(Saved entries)
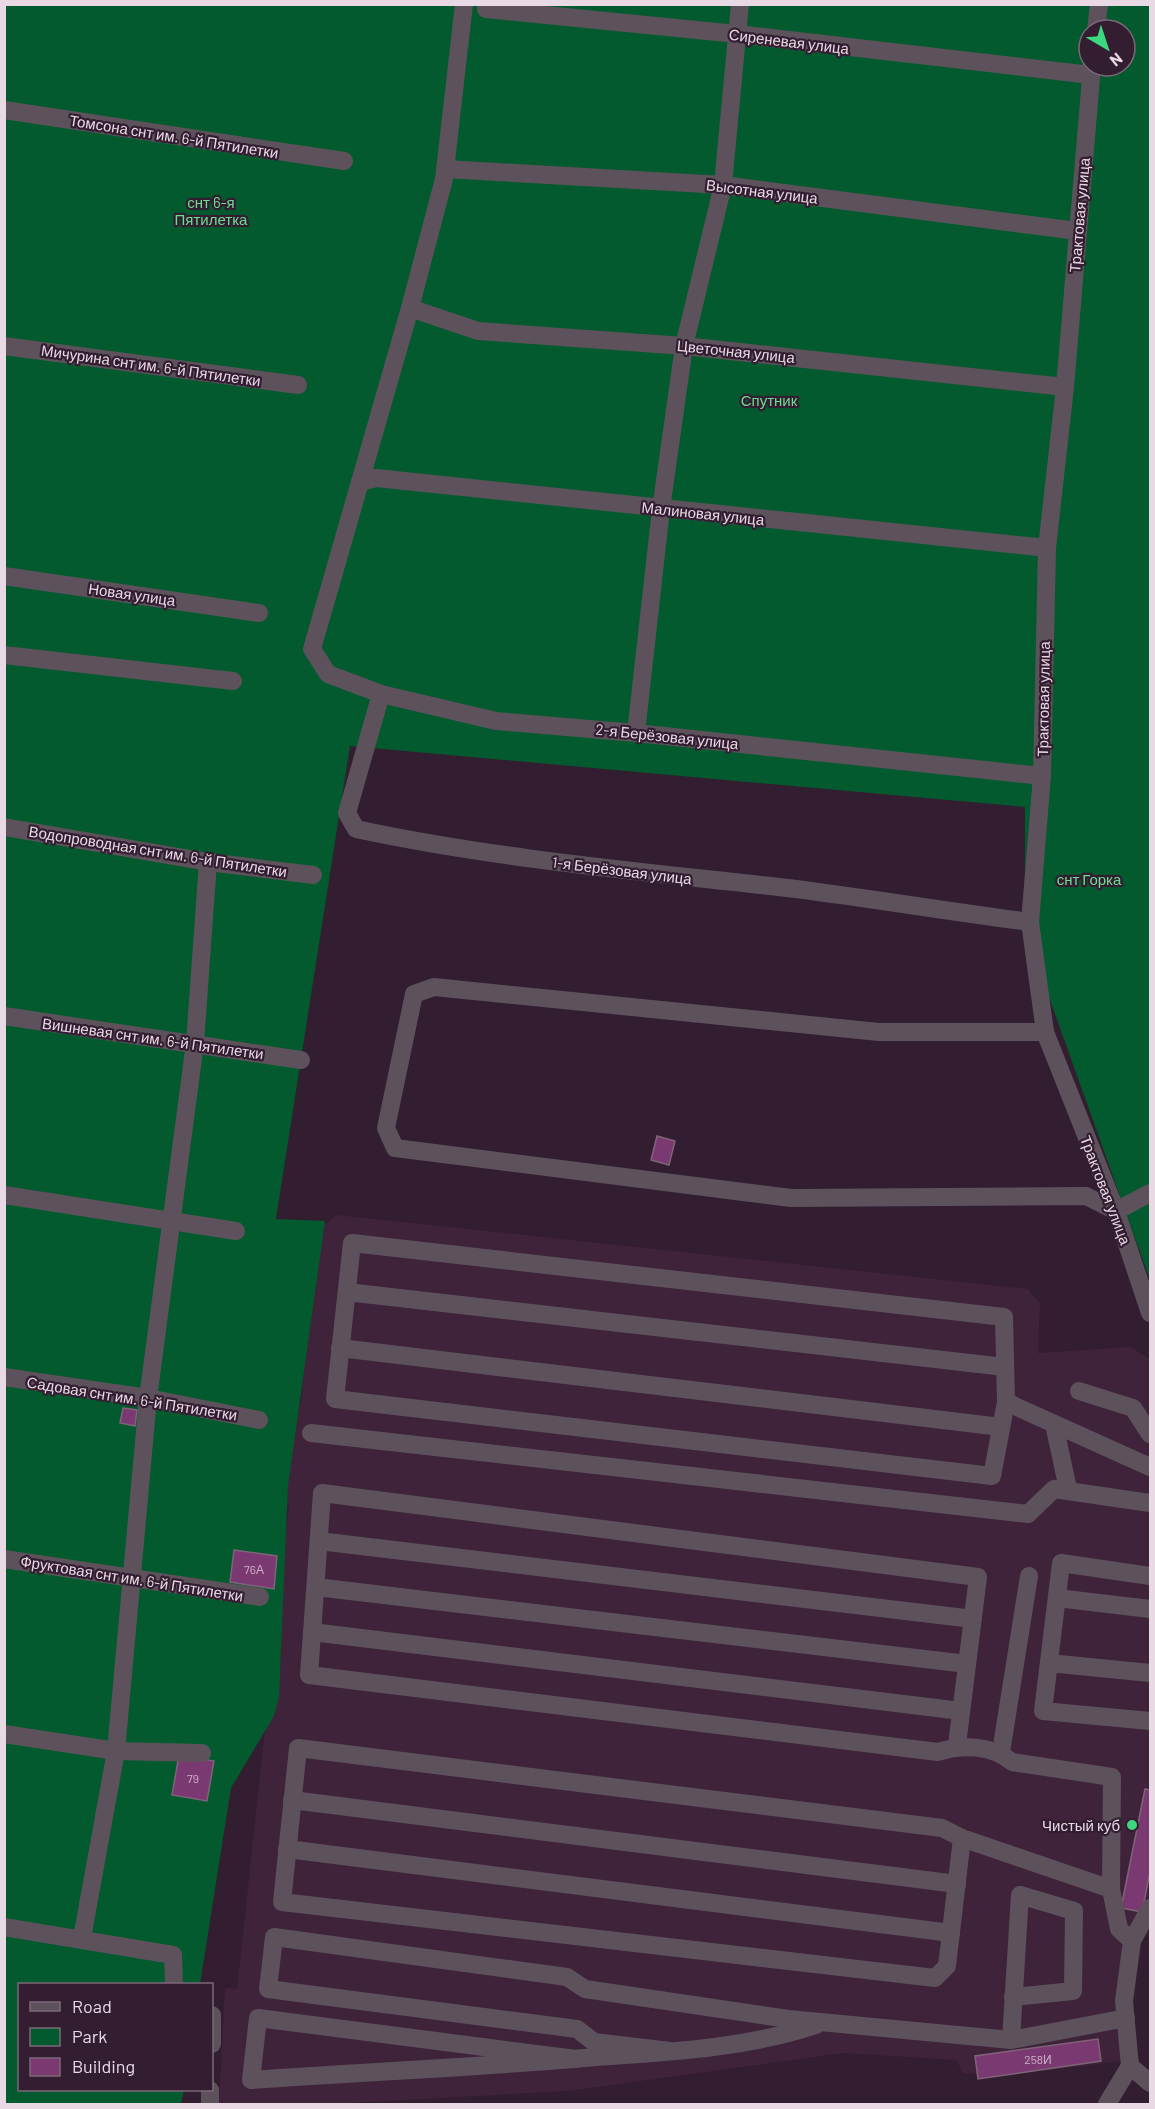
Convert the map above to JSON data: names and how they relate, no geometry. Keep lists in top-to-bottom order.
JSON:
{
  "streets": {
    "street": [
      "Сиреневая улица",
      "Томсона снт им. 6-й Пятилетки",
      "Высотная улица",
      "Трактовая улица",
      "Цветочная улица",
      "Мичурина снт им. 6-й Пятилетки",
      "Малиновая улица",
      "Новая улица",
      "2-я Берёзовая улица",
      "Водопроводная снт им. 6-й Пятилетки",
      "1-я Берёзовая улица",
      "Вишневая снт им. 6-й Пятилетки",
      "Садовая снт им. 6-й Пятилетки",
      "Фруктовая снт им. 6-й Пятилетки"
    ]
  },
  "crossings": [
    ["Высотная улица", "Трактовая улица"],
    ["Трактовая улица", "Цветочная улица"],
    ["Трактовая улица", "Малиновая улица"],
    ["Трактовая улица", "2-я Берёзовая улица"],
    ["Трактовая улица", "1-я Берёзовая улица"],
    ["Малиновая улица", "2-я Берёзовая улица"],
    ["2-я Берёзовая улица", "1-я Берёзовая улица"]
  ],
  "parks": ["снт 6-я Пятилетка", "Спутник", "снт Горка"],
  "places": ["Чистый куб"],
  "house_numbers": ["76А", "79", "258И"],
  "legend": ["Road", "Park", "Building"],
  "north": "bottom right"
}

==

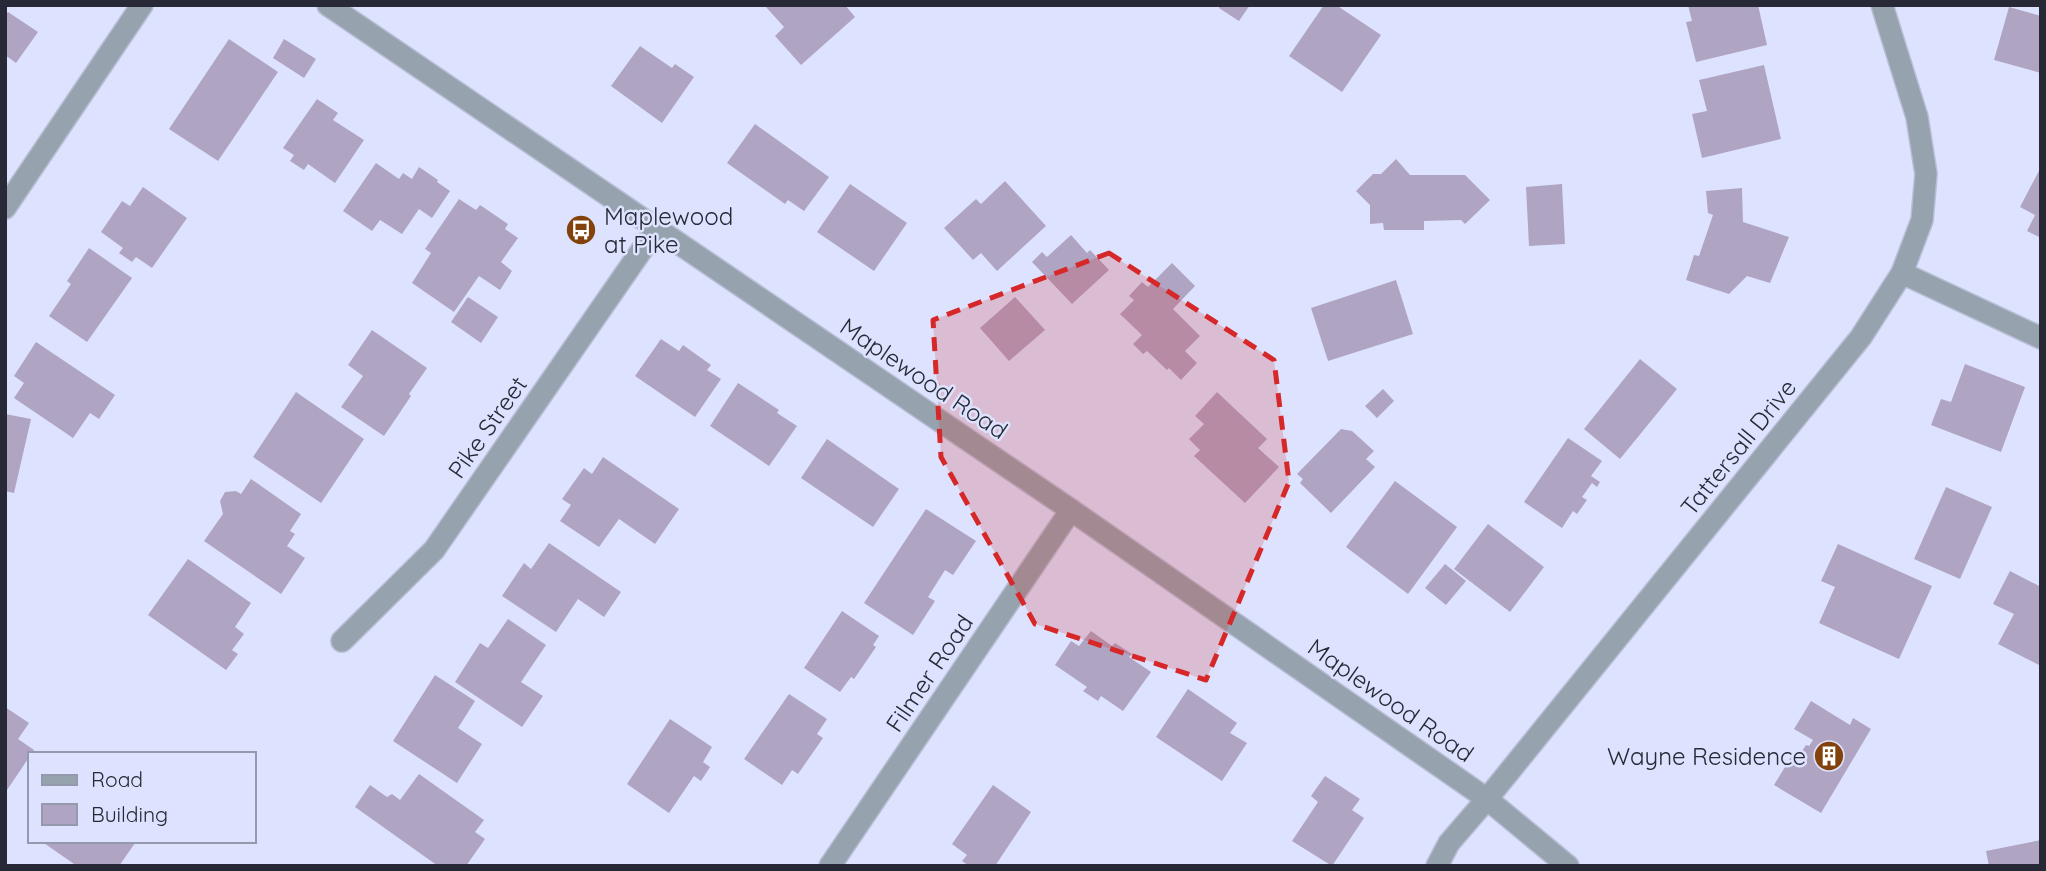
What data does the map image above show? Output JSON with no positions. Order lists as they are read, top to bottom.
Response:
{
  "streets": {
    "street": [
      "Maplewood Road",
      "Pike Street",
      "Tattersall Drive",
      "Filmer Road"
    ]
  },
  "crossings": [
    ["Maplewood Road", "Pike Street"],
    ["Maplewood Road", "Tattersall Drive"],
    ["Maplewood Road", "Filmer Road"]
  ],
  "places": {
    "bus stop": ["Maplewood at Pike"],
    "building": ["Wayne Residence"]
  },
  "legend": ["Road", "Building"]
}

--

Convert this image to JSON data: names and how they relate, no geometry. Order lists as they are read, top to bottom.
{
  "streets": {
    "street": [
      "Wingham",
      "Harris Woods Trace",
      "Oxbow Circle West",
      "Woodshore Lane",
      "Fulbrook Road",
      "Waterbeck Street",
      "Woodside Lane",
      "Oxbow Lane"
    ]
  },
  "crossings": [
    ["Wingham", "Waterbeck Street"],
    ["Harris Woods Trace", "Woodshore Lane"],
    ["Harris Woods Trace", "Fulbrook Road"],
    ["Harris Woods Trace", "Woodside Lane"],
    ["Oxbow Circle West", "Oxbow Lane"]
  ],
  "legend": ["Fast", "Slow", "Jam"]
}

> [Your assignment]
Which lines hold the word "above"? Copy each of them from the records.

> [Task solution]
Convert the map above to JSON data: names and how they relate, no geometry. Keep lists in top-to-bottom order.
What data does the map image above show? Output JSON with no positions. Order lists as they are read, top to bottom.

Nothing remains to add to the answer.